THE RECORDS –
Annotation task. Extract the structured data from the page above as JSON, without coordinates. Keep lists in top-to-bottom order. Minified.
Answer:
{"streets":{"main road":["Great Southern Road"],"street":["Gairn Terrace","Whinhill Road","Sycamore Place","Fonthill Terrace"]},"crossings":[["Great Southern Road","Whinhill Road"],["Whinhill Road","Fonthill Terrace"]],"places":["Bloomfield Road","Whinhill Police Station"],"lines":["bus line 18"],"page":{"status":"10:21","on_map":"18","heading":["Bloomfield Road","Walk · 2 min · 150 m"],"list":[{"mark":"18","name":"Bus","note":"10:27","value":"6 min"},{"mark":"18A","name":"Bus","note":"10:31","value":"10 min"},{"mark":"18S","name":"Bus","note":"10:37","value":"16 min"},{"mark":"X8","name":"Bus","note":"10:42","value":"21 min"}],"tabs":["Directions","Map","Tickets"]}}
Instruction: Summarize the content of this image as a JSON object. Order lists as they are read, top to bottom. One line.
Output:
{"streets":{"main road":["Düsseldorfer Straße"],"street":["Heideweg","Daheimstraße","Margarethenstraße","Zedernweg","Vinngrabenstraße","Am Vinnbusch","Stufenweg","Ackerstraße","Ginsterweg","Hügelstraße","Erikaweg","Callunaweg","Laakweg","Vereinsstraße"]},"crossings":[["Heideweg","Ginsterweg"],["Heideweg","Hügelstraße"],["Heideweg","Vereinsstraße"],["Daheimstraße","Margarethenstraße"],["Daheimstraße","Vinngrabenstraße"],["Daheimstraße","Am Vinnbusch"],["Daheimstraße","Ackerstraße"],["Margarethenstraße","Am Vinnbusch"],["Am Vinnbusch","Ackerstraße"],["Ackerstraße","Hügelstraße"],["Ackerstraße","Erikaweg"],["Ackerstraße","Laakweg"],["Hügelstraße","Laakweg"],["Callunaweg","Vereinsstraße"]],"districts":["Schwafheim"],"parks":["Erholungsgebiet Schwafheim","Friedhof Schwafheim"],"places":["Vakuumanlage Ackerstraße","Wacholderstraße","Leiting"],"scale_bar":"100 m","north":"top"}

EXERCISE AIM –
Every entry above needs to be copied exactly.

EXERCISE ANSWER –
Annotation task. Extract the structured data from the page above as JSON, without coordinates. Keep lists in top-to-bottom order. Minified.
Answer:
{"streets":{"main road":["Great Southern Road"],"street":["Gairn Terrace","Whinhill Road","Sycamore Place","Fonthill Terrace"]},"crossings":[["Great Southern Road","Whinhill Road"],["Whinhill Road","Fonthill Terrace"]],"places":["Bloomfield Road","Whinhill Police Station"],"lines":["bus line 18"],"page":{"status":"10:21","on_map":"18","heading":["Bloomfield Road","Walk · 2 min · 150 m"],"list":[{"mark":"18","name":"Bus","note":"10:27","value":"6 min"},{"mark":"18A","name":"Bus","note":"10:31","value":"10 min"},{"mark":"18S","name":"Bus","note":"10:37","value":"16 min"},{"mark":"X8","name":"Bus","note":"10:42","value":"21 min"}],"tabs":["Directions","Map","Tickets"]}}
Instruction: Summarize the content of this image as a JSON object. Order lists as they are read, top to bottom. One line.
Output:
{"streets":{"main road":["Düsseldorfer Straße"],"street":["Heideweg","Daheimstraße","Margarethenstraße","Zedernweg","Vinngrabenstraße","Am Vinnbusch","Stufenweg","Ackerstraße","Ginsterweg","Hügelstraße","Erikaweg","Callunaweg","Laakweg","Vereinsstraße"]},"crossings":[["Heideweg","Ginsterweg"],["Heideweg","Hügelstraße"],["Heideweg","Vereinsstraße"],["Daheimstraße","Margarethenstraße"],["Daheimstraße","Vinngrabenstraße"],["Daheimstraße","Am Vinnbusch"],["Daheimstraße","Ackerstraße"],["Margarethenstraße","Am Vinnbusch"],["Am Vinnbusch","Ackerstraße"],["Ackerstraße","Hügelstraße"],["Ackerstraße","Erikaweg"],["Ackerstraße","Laakweg"],["Hügelstraße","Laakweg"],["Callunaweg","Vereinsstraße"]],"districts":["Schwafheim"],"parks":["Erholungsgebiet Schwafheim","Friedhof Schwafheim"],"places":["Vakuumanlage Ackerstraße","Wacholderstraße","Leiting"],"scale_bar":"100 m","north":"top"}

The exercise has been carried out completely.